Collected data
---

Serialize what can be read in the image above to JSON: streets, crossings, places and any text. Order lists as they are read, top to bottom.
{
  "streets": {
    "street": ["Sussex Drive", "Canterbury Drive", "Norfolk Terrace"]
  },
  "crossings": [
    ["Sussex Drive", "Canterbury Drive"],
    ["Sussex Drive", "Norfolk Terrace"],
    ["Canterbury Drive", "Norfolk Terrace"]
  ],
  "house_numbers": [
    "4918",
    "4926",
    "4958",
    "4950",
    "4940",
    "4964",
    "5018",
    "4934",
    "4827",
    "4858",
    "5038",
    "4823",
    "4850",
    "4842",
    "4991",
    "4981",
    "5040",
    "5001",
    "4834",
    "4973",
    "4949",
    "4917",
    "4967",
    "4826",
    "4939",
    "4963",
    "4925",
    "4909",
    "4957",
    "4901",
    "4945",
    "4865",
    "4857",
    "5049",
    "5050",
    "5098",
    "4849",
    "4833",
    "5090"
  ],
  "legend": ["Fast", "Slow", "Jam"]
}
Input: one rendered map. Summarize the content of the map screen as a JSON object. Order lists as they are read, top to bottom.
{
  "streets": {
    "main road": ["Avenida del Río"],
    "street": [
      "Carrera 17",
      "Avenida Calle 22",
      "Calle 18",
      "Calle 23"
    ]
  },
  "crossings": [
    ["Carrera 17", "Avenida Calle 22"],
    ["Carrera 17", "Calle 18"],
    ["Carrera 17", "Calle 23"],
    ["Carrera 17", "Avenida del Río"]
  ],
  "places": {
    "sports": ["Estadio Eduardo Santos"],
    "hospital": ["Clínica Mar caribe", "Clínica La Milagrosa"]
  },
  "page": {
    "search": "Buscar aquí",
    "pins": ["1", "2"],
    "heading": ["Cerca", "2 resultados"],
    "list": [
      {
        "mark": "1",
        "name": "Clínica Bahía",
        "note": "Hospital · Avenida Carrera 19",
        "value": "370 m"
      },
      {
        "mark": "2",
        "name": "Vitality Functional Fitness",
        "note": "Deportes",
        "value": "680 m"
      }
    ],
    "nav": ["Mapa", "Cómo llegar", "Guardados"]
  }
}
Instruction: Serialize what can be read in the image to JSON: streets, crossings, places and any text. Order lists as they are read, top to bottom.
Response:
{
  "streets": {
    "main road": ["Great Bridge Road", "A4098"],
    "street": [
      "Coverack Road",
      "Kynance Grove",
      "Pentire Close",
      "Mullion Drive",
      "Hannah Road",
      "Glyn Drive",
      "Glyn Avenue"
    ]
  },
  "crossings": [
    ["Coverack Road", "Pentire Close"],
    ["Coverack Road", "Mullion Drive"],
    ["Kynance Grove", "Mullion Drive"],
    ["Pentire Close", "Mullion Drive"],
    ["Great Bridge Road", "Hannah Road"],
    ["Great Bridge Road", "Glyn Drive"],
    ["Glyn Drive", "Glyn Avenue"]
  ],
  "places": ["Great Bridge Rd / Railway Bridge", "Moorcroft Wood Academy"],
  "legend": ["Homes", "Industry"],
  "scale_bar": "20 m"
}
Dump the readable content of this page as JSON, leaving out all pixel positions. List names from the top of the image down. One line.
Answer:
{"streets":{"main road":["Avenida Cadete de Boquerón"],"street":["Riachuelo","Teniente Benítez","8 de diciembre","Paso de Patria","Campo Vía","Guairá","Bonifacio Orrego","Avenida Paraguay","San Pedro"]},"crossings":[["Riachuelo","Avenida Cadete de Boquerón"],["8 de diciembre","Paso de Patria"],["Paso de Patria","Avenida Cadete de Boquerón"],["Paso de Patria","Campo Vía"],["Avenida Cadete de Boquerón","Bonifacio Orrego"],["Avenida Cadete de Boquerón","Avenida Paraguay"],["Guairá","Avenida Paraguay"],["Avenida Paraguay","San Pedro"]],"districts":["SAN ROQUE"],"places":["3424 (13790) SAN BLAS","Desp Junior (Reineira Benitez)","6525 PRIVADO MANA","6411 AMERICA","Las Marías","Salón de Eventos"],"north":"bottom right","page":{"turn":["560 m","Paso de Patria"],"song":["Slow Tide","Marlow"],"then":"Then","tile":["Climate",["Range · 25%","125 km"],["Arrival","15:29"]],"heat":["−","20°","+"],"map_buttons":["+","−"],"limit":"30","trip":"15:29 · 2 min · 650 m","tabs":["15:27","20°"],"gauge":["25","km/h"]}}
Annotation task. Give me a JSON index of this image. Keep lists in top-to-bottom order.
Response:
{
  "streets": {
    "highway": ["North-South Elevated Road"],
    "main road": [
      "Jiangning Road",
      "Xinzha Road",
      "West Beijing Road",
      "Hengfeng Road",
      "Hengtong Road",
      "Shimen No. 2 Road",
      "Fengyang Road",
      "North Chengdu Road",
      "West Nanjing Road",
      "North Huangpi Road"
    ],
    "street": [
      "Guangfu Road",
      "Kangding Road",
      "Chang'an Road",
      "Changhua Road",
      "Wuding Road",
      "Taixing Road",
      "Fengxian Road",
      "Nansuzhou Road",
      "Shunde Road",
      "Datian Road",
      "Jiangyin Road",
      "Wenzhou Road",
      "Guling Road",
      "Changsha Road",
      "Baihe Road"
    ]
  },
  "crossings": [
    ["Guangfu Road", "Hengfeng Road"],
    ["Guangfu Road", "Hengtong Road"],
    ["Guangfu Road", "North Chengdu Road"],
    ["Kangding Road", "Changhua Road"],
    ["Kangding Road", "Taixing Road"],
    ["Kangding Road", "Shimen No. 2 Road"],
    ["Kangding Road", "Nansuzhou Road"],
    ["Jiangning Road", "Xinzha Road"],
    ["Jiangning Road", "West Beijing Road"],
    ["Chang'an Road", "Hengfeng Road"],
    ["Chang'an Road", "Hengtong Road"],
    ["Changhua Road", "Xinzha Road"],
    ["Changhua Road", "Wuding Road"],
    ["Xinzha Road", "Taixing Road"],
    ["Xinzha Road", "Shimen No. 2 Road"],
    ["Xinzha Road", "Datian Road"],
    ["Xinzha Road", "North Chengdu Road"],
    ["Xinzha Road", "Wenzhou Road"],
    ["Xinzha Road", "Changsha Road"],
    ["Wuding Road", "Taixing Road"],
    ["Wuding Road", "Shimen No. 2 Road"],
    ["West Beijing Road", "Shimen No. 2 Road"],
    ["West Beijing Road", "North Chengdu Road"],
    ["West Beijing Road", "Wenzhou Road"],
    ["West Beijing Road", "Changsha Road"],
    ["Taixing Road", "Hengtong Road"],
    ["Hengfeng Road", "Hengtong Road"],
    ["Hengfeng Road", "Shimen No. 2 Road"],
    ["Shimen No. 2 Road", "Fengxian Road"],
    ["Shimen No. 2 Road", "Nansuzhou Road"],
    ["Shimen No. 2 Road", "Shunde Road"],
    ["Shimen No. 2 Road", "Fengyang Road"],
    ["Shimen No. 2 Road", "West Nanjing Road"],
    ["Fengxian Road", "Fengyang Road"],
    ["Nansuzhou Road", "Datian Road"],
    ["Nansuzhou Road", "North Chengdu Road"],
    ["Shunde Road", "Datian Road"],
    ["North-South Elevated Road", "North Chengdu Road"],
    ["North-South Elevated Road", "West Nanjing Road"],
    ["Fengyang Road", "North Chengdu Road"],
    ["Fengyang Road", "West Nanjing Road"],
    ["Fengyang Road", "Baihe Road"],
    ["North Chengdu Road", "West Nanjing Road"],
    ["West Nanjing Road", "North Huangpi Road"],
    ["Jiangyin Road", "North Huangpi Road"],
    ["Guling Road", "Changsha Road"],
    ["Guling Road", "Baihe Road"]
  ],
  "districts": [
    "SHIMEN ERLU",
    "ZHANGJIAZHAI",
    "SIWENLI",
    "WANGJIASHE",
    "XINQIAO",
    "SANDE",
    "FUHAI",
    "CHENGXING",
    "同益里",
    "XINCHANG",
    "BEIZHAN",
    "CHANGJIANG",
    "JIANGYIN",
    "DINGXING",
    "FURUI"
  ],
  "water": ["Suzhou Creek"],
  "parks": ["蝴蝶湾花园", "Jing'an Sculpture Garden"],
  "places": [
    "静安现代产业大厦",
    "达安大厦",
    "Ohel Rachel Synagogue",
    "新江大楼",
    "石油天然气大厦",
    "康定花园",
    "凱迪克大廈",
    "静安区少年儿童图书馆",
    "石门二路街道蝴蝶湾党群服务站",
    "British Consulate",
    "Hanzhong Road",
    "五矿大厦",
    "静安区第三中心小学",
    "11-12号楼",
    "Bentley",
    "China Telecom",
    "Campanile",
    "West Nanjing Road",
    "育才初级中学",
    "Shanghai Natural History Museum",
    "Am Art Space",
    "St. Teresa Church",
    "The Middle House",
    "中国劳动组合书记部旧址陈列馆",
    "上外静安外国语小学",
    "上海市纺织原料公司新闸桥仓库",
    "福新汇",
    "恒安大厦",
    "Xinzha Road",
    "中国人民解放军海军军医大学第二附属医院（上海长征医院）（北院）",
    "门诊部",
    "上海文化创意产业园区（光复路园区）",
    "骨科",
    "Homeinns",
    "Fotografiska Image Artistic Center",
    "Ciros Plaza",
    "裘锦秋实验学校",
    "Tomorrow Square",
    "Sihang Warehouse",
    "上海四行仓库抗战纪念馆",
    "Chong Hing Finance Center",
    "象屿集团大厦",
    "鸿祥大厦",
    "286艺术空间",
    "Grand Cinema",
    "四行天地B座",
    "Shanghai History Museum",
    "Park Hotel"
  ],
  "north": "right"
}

---

**Exercise brief**
Copy out, from the data above, every line holding the word "Carrera".

**Exercise output**
      "Carrera 17",
    ["Carrera 17", "Avenida Calle 22"],
    ["Carrera 17", "Calle 18"],
    ["Carrera 17", "Calle 23"],
    ["Carrera 17", "Avenida del Río"]
        "note": "Hospital · Avenida Carrera 19",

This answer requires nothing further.